Oğuz Atay, romanlarındaki düşünceleri/yansıttığı gerçekliklerle bizi sorgulayıcı bir yolculuğa çıkarır. Orada hem birey hem de toplum/sistem sorgusu vardır.
Toplumdaki ikilikleri, yaşanan değişimle gelenlerin çelişki/çatışkılarını anlatır. “Tutunamayanlar” ve “Tehlikeli Oyunlar”a yansıyan gerçeklik dokusunda toplumsal parodinin yansılarını buluruz.
Yaşamsal oyun ve gerçek neredeyse her iki romanının da ana figürüdür. Olan/oldurulan, yaşanan/çözülen bir arada. Bu noktadaki çelişkiler/çatışkılar Atay anlatısının başat ögesidir.
“Yeniden doğuş”unu, Rönesans’ını yaşayamayan bir toplumun onca yokluk/yoksunluk karşısında kendisine sunulan “yeni”ye bakışı/yaklaşımı, bunu öğrenme/benimseme süreçleri romana yansır. Atay, tüm bunların farkında bir anlatıcı olarak romanını kurar. O, bize, roman aracılığıyla topluma/insana bakmayı gösterir. Dahası romanın/ın aynasına yansıyanlarda bizim gördüklerimiz bir sorguyu içermektedir.
Atay, anlam sorgusuyla zaman sorgusunu iç içe yapmaktadır. Romanına yansıyan bu bakış/ı bir töz üzerine kuruludur: İnsan ne ile, nasıl yaşar. Ve bu “nasıl yaşama” nın koşullarını var edenlerin neden/niçinlerini sorgulaması ise romanın eklektik dokusunda paralel hayatların gerçekliğiyle öne çıkar.
Kuşkusuz Oğuz Atay’ın romanına konu edindiği zaman/dönem gerçekliği kendi tanıklığını da içerir. Orada kuşağının bakışı, yorumu, sorgusu vardır.
1934 doğumlu Atay; 1944’te on, 1954’te yirmi, 1960’ta yirmi altı, 1970’te otuz altı yaşındadır. 1957’de, 23 yaşında İTÜ inşaat fakültesini bitirmiştir. Tek parti döneminde (1941) ilk ve ortaokul, Demokrat parti döneminde ise lise ve üniversiteyi bitirir. Onu 1960’ta İDMMA’de öğretim üyesi olarak görürüz.

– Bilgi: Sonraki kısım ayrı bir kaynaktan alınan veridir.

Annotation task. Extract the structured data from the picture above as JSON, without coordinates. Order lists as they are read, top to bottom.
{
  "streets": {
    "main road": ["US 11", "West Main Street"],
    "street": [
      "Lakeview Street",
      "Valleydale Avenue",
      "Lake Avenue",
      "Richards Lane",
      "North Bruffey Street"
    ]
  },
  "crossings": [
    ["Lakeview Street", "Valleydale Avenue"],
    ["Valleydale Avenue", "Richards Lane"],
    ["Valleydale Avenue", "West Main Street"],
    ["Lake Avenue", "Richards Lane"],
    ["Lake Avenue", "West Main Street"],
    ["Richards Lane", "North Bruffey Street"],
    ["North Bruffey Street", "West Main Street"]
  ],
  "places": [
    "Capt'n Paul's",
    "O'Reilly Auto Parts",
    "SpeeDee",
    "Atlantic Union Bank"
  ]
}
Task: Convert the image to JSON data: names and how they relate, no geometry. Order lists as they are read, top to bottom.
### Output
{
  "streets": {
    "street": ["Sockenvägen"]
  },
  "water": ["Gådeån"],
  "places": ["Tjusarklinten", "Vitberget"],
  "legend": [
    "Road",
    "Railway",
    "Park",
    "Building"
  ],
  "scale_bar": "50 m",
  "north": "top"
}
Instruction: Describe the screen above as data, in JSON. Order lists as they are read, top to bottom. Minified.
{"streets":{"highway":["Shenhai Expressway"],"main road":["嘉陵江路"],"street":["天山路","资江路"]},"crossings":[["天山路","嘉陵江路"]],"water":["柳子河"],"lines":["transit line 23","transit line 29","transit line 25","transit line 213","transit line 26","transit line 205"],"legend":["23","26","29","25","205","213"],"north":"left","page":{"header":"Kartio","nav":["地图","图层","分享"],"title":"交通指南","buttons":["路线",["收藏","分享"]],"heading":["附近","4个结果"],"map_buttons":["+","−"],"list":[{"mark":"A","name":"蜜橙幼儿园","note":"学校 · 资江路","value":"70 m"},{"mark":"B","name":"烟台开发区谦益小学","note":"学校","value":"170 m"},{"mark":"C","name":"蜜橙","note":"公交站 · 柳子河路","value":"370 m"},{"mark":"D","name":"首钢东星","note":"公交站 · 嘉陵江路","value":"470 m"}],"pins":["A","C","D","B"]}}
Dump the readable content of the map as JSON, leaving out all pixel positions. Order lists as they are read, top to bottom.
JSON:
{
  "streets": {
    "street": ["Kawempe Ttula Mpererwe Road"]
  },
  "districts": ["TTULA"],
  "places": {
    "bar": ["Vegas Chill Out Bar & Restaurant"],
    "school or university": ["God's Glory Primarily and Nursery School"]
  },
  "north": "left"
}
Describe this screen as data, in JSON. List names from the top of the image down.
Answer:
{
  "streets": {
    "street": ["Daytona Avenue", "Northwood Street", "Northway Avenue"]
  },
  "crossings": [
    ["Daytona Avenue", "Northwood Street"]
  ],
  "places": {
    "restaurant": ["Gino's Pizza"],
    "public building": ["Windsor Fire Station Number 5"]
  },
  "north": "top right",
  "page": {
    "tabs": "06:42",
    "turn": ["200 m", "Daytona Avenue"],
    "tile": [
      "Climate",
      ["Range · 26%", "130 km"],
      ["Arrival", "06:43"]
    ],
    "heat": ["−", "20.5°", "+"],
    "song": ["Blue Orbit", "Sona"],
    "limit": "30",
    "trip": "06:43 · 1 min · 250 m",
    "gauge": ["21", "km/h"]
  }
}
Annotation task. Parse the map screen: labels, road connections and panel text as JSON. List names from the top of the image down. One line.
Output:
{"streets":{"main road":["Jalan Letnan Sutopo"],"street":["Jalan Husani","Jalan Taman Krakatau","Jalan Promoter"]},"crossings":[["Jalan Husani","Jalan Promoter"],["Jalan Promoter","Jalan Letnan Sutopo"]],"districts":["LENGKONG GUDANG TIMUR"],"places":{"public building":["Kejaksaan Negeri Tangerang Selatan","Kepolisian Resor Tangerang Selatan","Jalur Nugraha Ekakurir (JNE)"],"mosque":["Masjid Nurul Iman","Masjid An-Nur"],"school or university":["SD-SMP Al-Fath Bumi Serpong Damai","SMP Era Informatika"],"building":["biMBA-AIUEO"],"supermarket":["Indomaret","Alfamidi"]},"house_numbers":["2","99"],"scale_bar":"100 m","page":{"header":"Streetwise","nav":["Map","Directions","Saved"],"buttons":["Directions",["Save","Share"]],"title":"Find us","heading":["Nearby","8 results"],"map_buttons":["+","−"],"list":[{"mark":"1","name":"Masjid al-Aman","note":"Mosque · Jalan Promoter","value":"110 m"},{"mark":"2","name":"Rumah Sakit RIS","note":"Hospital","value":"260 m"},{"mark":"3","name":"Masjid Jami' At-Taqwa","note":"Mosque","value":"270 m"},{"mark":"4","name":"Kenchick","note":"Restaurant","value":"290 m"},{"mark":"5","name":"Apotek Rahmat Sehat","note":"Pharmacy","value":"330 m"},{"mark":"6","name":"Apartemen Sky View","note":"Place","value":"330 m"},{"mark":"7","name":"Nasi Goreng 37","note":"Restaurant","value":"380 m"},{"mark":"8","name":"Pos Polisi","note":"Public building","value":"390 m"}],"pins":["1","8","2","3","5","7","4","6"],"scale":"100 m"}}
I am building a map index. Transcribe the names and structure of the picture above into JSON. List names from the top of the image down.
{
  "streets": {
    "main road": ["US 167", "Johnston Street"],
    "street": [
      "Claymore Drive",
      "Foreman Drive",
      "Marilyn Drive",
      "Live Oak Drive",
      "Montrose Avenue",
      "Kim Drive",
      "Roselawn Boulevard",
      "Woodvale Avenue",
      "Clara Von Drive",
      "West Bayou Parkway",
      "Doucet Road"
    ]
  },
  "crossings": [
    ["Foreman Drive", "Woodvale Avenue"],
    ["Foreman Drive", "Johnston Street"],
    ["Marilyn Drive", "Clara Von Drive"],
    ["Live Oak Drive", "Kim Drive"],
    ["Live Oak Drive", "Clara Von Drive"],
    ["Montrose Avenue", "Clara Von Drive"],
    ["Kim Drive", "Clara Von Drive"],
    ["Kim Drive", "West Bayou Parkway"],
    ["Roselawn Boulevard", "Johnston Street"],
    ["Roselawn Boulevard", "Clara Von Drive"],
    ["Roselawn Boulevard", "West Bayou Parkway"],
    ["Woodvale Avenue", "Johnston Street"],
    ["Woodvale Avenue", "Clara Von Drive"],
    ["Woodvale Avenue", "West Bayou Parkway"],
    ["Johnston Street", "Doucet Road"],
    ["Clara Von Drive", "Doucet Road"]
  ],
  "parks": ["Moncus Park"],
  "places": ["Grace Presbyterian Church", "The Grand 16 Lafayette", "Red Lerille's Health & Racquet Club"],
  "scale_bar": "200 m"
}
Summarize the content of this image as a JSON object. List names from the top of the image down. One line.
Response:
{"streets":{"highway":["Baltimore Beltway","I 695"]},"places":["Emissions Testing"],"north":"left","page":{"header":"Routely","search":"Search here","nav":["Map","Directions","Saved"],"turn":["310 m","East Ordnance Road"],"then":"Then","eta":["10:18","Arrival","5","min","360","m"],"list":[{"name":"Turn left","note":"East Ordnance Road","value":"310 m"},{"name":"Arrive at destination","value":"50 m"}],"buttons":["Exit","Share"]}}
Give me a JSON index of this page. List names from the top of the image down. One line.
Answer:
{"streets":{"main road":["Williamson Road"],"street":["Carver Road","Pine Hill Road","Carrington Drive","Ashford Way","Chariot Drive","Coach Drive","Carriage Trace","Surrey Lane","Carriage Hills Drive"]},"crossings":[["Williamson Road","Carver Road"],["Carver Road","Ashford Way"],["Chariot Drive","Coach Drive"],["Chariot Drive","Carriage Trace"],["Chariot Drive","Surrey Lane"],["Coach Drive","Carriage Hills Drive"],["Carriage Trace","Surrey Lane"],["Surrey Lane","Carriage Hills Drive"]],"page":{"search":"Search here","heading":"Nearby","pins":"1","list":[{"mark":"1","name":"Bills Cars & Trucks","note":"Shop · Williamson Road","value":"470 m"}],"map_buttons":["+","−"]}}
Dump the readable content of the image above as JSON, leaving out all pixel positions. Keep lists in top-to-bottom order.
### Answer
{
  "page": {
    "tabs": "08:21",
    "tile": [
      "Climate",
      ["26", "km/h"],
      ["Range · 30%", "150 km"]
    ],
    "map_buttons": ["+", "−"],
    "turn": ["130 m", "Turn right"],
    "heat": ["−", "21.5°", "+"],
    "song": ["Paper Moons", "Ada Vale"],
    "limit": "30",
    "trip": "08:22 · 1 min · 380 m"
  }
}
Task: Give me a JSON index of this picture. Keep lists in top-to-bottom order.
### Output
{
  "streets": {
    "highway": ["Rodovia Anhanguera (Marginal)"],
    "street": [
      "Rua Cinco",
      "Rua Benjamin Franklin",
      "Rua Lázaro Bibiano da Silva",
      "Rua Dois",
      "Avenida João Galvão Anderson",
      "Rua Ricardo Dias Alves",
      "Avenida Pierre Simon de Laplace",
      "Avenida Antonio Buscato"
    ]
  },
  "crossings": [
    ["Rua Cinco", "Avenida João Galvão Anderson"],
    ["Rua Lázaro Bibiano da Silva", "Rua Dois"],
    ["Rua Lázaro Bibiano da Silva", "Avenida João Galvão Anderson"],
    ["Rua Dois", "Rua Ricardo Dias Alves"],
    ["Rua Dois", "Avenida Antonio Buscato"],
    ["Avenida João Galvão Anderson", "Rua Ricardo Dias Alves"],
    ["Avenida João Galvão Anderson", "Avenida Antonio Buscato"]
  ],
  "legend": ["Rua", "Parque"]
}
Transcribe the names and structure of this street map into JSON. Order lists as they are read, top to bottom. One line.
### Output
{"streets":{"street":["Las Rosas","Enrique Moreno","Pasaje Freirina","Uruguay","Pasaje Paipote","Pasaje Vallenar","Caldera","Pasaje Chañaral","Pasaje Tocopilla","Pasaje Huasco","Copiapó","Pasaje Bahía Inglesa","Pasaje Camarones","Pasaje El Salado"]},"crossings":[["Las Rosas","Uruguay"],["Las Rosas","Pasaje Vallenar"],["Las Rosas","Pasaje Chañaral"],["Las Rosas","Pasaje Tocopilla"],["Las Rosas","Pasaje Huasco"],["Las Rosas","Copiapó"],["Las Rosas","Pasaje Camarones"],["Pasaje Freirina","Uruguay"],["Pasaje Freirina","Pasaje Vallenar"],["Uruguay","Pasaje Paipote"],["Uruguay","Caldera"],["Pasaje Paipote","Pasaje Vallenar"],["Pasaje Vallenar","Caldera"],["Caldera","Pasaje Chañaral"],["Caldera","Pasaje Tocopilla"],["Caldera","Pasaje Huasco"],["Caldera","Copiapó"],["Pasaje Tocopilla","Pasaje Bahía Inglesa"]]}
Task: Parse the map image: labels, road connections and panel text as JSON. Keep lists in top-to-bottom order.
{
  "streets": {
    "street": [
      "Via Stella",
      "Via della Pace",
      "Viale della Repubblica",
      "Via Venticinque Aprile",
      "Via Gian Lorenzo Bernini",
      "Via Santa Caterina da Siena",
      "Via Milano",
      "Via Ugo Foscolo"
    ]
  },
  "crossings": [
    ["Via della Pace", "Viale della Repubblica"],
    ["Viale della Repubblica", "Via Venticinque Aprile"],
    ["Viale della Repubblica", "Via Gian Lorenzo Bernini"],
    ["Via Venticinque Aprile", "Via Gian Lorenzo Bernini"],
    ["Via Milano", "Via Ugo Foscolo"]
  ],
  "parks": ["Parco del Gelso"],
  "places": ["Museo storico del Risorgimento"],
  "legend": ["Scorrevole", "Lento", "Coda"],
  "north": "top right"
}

Bu süreç onun entelektüel ve edebî çevrelerle buluştuğu zamandır. Yetişme biçimi, yaşama ortamı, toplumun geçirdiği bütün değişim/dönüşümlere tanıklığı içerir. Romanlarına yansıyanlar da bir bakıma bunlardır. Cumhuriyet toplumunun yaşadığı anafor… Bunlarla gelen çelişki/çatışkılar, açmaz ve sürüklenişler… Yaratılan “yeni insan” figürünün gerçekliği…
Atay bir yanda geçiş dönemindeki bir toplumun sancılarını anlatırken, ötede de yaşadığımız azgelişmişlik sendromunun neden/niçinlerine ışık düşürür.
Toplumun/insanın salt gelen yenilikler/devrimlerle ne olduğu, ne duruma dönüştüğünü anlatmaz. Toplumsal algının, farklı kültürlerin bir araya gelerek oluşturduğu bu toplumun kimyasının tutabilmesi için nelerin yapıldığı/yapılması gerektiğini de gösterir.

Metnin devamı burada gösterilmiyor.